The answer must consist of every line from the entries that holds the word "tools".

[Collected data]
━━━━━━━━━━━━━━━━━━━━
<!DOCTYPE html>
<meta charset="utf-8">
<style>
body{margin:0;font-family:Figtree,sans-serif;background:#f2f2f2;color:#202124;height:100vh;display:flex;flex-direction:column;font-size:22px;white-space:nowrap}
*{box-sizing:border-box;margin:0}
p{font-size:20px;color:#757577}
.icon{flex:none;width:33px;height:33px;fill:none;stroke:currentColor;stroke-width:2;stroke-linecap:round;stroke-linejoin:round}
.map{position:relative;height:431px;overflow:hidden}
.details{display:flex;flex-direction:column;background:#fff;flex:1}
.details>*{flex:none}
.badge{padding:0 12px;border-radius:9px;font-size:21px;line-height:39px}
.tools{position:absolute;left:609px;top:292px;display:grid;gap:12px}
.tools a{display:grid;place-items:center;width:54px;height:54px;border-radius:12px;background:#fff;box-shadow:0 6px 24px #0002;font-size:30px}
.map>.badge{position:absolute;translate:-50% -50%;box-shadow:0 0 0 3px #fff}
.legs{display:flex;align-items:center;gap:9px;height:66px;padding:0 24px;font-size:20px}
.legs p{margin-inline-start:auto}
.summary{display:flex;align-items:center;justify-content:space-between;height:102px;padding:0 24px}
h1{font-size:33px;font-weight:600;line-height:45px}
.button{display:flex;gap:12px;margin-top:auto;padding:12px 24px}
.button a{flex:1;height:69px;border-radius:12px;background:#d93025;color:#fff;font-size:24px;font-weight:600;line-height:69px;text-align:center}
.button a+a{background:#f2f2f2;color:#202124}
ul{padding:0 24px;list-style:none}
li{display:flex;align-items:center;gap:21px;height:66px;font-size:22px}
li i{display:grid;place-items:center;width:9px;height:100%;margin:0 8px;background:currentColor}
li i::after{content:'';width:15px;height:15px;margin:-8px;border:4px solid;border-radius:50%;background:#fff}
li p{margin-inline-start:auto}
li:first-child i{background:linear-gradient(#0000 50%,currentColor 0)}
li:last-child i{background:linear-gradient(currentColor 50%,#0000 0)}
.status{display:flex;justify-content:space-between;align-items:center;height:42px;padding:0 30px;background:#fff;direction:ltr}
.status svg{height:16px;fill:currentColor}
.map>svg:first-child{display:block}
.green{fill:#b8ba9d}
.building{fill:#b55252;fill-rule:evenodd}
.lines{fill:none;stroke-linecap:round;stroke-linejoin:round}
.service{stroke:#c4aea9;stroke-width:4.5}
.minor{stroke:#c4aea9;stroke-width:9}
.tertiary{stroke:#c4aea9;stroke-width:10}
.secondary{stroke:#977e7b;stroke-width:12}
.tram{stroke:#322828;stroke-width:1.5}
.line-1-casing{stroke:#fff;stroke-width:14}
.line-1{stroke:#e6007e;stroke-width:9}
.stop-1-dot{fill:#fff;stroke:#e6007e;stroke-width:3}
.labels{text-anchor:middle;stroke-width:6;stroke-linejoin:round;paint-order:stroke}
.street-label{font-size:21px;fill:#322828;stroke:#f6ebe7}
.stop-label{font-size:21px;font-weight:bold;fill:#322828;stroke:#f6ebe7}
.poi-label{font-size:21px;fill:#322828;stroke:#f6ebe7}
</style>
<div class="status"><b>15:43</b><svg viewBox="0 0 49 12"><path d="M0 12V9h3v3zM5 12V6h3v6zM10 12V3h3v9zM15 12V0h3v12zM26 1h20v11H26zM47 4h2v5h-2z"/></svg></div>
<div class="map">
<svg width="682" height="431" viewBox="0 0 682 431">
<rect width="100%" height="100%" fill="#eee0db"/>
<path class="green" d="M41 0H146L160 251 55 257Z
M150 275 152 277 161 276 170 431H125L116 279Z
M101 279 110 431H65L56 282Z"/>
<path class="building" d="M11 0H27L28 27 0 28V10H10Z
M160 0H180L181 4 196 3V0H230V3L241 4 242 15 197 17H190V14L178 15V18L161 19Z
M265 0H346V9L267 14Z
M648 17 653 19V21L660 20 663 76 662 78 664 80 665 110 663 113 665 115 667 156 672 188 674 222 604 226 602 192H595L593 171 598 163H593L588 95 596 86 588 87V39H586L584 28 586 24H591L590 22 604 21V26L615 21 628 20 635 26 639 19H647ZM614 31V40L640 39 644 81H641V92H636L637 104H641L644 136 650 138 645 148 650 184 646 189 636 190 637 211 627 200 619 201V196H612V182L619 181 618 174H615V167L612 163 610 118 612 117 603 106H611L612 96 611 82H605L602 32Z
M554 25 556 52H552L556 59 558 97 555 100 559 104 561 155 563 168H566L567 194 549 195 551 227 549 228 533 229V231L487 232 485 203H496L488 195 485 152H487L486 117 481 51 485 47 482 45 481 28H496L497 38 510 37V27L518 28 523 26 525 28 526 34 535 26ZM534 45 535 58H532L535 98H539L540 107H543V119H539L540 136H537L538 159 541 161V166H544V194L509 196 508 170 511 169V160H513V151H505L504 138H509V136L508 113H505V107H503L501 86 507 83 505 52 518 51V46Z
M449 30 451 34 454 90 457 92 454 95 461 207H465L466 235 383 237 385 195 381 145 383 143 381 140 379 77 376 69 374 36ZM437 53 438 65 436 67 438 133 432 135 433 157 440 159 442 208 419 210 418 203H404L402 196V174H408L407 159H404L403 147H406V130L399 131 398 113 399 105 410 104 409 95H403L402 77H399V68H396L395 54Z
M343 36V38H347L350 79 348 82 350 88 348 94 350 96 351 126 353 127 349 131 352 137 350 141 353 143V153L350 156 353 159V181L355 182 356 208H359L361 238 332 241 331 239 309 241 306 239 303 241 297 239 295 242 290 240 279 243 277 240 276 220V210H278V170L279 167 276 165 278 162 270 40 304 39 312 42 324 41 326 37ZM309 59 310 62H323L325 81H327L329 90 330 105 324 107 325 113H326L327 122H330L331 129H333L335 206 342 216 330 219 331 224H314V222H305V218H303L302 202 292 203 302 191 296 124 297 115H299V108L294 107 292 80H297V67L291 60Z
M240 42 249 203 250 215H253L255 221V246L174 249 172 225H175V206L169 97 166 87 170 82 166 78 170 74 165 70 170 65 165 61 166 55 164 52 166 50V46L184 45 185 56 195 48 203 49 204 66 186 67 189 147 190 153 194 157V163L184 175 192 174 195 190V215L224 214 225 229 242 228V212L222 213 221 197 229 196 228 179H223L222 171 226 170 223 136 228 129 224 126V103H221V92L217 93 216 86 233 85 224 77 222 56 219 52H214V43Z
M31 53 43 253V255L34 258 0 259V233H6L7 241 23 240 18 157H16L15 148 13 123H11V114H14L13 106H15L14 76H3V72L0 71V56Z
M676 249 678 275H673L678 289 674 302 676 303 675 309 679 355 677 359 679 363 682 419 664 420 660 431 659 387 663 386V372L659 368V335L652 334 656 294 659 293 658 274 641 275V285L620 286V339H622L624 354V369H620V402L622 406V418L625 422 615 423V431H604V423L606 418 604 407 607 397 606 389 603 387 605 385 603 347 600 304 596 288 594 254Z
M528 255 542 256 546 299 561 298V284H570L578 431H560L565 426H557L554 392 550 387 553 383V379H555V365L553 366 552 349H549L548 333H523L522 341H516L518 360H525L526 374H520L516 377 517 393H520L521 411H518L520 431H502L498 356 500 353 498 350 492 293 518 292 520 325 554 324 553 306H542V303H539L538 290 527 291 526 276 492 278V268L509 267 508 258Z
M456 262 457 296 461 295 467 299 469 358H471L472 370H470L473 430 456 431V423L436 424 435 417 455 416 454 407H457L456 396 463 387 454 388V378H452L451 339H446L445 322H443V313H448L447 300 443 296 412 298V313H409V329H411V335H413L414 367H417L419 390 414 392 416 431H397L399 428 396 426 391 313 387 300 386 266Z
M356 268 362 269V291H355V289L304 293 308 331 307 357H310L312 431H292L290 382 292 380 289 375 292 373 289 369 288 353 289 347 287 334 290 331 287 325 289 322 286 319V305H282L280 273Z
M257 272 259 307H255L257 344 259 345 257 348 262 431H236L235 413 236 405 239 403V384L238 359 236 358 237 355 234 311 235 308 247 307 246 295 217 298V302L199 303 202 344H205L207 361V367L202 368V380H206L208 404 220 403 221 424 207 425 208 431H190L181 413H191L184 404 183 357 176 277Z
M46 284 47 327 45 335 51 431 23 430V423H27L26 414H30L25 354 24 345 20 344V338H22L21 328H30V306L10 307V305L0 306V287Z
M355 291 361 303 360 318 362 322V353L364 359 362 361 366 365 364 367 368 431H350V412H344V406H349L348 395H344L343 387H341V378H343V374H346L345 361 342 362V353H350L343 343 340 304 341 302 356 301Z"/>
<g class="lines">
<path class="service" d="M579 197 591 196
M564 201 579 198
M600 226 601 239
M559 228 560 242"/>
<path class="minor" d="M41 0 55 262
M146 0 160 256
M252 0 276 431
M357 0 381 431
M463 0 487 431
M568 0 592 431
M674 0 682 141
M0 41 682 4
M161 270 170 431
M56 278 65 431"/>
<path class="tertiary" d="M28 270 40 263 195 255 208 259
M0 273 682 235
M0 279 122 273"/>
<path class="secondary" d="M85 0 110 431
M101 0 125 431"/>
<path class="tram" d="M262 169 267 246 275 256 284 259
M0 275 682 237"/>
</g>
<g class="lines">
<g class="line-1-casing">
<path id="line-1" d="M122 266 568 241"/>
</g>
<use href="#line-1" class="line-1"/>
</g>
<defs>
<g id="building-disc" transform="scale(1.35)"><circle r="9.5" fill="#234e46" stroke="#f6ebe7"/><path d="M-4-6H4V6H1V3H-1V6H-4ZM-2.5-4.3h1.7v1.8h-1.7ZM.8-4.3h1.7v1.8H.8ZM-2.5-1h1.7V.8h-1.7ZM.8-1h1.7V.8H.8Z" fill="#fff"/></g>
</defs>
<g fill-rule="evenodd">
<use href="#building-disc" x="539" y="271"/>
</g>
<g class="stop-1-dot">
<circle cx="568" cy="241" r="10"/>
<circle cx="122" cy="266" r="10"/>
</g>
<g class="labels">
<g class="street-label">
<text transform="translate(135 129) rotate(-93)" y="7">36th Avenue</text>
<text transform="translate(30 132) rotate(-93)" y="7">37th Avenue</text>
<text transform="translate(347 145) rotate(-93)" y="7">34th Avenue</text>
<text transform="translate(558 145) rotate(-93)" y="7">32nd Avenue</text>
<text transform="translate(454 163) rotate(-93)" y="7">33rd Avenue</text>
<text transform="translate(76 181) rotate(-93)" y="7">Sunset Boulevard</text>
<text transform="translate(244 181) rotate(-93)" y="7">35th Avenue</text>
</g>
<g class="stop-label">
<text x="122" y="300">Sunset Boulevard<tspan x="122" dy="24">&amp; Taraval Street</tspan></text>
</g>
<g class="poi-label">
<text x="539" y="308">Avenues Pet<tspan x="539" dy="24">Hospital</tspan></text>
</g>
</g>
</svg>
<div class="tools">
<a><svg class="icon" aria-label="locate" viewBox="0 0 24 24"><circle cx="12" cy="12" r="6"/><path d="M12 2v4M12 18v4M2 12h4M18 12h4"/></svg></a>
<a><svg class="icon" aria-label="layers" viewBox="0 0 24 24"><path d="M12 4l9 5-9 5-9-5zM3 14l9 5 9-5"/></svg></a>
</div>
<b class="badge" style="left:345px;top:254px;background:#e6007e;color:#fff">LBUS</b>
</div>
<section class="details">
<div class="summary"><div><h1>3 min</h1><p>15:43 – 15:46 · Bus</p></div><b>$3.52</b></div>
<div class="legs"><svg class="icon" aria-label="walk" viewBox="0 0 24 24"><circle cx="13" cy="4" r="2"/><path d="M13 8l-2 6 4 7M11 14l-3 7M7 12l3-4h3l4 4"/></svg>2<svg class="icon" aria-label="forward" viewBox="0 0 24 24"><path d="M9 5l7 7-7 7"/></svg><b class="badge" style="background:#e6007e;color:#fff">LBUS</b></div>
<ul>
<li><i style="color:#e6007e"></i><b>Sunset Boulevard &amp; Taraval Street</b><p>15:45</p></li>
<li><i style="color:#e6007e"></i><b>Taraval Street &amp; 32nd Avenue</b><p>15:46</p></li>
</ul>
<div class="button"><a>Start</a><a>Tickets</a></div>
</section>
━━━━━━━━━━━━━━━━━━━━
(Task solution):
.tools{position:absolute;left:609px;top:292px;display:grid;gap:12px}
.tools a{display:grid;place-items:center;width:54px;height:54px;border-radius:12px;background:#fff;box-shadow:0 6px 24px #0002;font-size:30px}
<div class="tools">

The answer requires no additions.